Well — Bill Murray could tell you. Bill Murray could answer the question, “Why go to Wrigley?” But if you’ve never felt the shock of a ball park’s green for the first time, then what am I looking for here? What am I looking to tell you about baseball? Am I looking for the return of Moe Berg? Am I hunting for the flash of a broad American grin to send George Packer’s The Unwinding on its way? (Not out of a fit of willful rah-rah optimistic blindness, mind you. Theodore Roosevelt didn’t read Jacob Riis or Upton Sinclair and then decide to lay on the couch and mope as a result.) I know I’m not looking to bring back Gay Talese, Chad Harbach, David Halberstam, or Roger Angell, so what is it? (And while we’re at it — what was with Angell’s little leisurely snit against the beards the Red Sox grew? Did he never have a beard while he was dating? And since when was ‘clean-shaven’ a marker of having ‘grown up?’ There are plenty of clean-shaven adults one simply can’t believe is an actual, functioning adult. Didn’t we leave this argument well and deservedly behind in 1952?)

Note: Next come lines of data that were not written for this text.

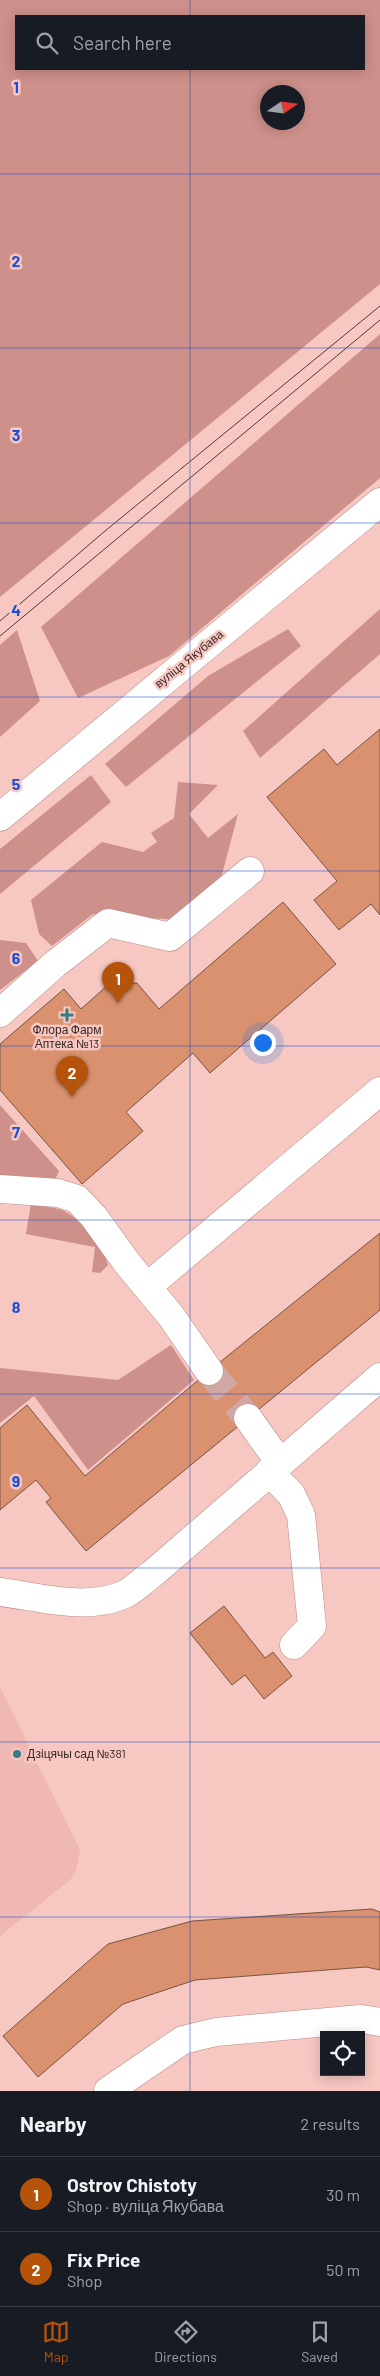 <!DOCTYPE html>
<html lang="en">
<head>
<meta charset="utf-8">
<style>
  body { margin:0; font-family:Barlow,sans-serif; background:#242831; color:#f1f3f6 }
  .controls { position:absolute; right:15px; bottom:15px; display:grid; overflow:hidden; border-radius:0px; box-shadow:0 2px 12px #0003 }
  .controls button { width:45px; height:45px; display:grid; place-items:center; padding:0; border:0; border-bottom:1px solid #363941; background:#171b24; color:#f1f3f6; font:25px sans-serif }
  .compass { position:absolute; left:260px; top:85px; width:45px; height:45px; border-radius:50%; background:#171b24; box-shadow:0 2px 12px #0003; rotate:77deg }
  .you { position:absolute; left:262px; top:1042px; width:18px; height:18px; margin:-12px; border:4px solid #fff; border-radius:50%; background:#1a73e8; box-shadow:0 0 0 8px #1a73e833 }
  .badge { display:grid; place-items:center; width:32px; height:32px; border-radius:50%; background:#b45309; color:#fff; font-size:16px; font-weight:700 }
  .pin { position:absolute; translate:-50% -41px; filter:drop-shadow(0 1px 2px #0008) }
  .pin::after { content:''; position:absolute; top:26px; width:18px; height:15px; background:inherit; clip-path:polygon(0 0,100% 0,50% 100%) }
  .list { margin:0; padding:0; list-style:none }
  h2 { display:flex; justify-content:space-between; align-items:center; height:65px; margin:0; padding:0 20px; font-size:21px }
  h2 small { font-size:16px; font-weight:400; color:#9ea1a6 }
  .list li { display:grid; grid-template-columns:32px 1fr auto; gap:15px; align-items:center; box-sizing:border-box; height:75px; padding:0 20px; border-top:1px solid #363941 }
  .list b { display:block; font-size:19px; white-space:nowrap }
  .list p { margin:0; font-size:16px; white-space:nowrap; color:#9ea1a6 }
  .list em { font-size:16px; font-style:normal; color:#9ea1a6 }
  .icon { flex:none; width:28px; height:28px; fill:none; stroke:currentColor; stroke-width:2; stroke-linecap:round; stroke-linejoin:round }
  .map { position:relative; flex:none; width:380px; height:2091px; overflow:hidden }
  .search { position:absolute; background:#171b24; box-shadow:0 2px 12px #0003; left:15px; right:15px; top:15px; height:55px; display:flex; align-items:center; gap:12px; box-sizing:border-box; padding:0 18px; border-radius:0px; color:#9ea1a6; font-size:19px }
  .sheet { height:215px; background:#171b24 }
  nav { display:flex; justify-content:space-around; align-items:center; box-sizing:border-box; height:70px; border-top:1px solid #363941; background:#171b24; font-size:14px; color:#9ea1a6 }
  nav a { display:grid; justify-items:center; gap:2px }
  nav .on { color:#b45309 }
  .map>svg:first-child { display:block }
  .built { fill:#efb8b2 }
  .green { fill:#ce908a; fill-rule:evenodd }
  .building { fill:#d9916f; stroke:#785443 }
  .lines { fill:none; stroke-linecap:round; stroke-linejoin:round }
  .minor-tunnel { stroke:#d1a7a3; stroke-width:28; stroke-dasharray:28 14; stroke-linecap:butt }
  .minor-casing { stroke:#b88b87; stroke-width:29 }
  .major-casing { stroke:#b88b87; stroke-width:29 }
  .minor { stroke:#fff; stroke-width:28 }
  .major { stroke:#fff; stroke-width:28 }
  .tram { stroke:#503a38; stroke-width:1 }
  .grid { fill:none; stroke:#1d4ed8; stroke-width:1; stroke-opacity:0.55 }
  .poi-dot { fill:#357c85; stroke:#f7c7c2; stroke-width:2 }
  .labels { text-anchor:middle; stroke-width:5; stroke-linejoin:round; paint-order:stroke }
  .street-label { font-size:12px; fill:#392725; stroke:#f7c7c2 }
  .poi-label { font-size:12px; fill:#392725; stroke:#f7c7c2 }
  .grid-label { font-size:16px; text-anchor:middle; font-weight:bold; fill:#1d4ed8; stroke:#f7c7c2; stroke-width:5; stroke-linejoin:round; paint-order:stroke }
</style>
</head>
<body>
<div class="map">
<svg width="380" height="2091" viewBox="0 0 380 2091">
  <rect width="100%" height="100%" fill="#f7c7c2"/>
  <path class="built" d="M 0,1687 L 80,1850 L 76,1871 L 70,1880 L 0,1936 Z"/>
  <path class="green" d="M 0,0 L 380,0 L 380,284 L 0,597 ZM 16,16 L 364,16 L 364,69 L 16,69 ZM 268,92 L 298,92 L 298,122 L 268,122 Z
    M 380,334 L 380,478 L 169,656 L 78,698 L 41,627 Z
    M 380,609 L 380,654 L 260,758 L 243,731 Z
    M 288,629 L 301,646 L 126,787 L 105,764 L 208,676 Z
    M 17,630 L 40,701 L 0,737 L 0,645 Z
    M 91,775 L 111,802 L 0,894 L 0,849 Z
    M 178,782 L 218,785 L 189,814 L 208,838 L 238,814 L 220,882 L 178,920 L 93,914 L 52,946 L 39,934 L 31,900 L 102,842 L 143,852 L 157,842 L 151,833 L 174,818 Z
    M 0,940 L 26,943 L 38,961 L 0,990 Z
    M 0,1105 L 59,1171 L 53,1184 L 0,1179 Z
    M 31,1203 C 41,1206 52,1207 62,1210 C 78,1216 105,1248 108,1265 L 100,1273 L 92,1272 L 95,1247 L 26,1234 Z
    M 171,1345 L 194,1380 L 88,1470 L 34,1396 L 0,1423 L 0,1368 L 118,1380 Z"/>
  <path class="building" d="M 380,729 L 380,915 L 371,904 L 339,930 L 314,900 L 337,881 L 267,797 L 324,749 L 337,765 Z
    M 283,902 L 336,964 L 210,1073 L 193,1053 L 126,1112 L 143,1131 L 82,1184 L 0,1090 L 0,1044 L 64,989 L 81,1009 L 109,984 L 137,983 L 159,1009 Z
    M 380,1233 L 380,1310 L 86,1551 L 46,1502 L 51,1498 L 36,1480 L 0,1510 L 0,1428 L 27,1405 L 85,1476 L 209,1371 Z
    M 224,1606 L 265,1658 L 273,1652 L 292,1676 L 264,1699 L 245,1675 L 232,1685 L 190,1633 Z
    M 372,1909 L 380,1912 L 380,1970 L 366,1967 L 195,1980 L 123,2004 L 38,2077 L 3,2036 L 108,1944 L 192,1921 Z"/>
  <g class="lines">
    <path class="minor-tunnel" d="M 209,1371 L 248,1418"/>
    <g class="minor-casing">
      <path id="minor" d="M 0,1013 L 55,964 L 108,923 L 170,937 L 250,871
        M 0,1189 L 58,1193 L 77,1199 L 94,1217 L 127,1263 L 171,1316 L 209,1371
        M 148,1286 L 380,1091
        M 248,1418 L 280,1463
        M 269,1472 L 291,1494 L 301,1515 L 312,1626 L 294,1645
        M 0,1592 C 39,1597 85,1611 123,1595 C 133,1591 142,1581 151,1575 L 380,1377
        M 108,2091 L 183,2040 L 216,2032 L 361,2019 L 380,2022"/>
    </g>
    <g class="major-casing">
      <path id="major" d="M 0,817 L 380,502"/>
    </g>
    <use href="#minor" class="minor"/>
    <use href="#major" class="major"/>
    <path class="tram" d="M 0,621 L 105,531 L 380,306
      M 0,636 L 380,320"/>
  </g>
  <path class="grid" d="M 190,0 L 190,16M 190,69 L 190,2091M 0,174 L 380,174M 0,348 L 380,348M 0,523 L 380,523M 0,697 L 380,697M 0,871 L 380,871M 0,1046 L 380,1046M 0,1220 L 380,1220M 0,1394 L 380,1394M 0,1568 L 380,1568M 0,1742 L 380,1742M 0,1917 L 380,1917"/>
  <g class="poi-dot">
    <path d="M64.5 1007.5h5v5h5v5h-5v5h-5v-5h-5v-5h5z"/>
    <circle cx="17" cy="1754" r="5"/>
  </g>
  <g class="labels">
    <g class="street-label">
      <text transform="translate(189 659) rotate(-39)" y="4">вуліца Якубава</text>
    </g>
    <g class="poi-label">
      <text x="67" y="1034">Флора Фарм<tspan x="67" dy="14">Аптека №13</tspan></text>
      <text x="27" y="1758" text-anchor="start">Дзіцячы сад №381</text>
    </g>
  </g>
  <g class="grid-label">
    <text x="16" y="93">1</text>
    <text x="16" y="267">2</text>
    <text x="16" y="441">3</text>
    <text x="16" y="616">4</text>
    <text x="16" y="790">5</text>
    <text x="16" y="964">6</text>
    <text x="16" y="1138">7</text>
    <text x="16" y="1313">8</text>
    <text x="16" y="1487">9</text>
  </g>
</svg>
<div class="controls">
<button><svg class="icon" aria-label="locate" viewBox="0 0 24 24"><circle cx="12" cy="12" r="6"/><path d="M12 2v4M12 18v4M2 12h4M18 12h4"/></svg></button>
</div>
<svg class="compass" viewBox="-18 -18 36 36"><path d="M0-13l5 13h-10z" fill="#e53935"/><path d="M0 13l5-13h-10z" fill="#9ea1a6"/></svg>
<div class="you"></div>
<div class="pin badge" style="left:118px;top:1003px">1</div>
<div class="pin badge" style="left:72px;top:1097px">2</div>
<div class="search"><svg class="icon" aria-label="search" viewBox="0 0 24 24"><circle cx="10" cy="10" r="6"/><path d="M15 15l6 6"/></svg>Search here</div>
</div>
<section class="sheet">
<h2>Nearby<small>2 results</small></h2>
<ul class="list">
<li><span class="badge">1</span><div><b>Ostrov Chistoty</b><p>Shop · вуліца Якубава</p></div><em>30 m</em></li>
<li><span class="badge">2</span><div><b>Fix Price</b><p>Shop</p></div><em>50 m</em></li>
</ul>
</section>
<nav>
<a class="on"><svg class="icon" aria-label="map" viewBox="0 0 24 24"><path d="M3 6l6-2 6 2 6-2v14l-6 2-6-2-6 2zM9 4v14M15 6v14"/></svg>Map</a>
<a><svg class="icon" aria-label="directions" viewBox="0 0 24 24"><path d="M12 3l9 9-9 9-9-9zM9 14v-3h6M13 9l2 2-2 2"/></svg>Directions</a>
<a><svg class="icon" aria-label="saved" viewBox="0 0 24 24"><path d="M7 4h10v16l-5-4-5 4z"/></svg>Saved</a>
</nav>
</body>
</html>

Perhaps it’s best to start with the ballpark first. I first went to Fenway Park when I was six. I made a sign that said, ‘Red Hot Red Sox,’ but I made it entirely out of yellow, so it probably looked like I was holding up a white piece of poster-sized paper to any players who might have cast an errant eye up from the field (and that’s one thing I didn’t realize until I won a contest to see Paul McCartney for free at the ballpark and spent my time wandering around on the field and running my hand along the Green Monster: you could see every face in the stand. If any ballplayer had a sketching habit as a ‘nervous tick’ — think Wendy Macnaughton, for instance (our very own American Daumier!) — they’d have the time of their life.) Perhaps the players said to themselves, “Well, that’s an appreciably non-confrontational poster.” “Maybe they’re going to green screen the rest of the sign in later.” Perhaps there was a player on the field holding up a sign in response.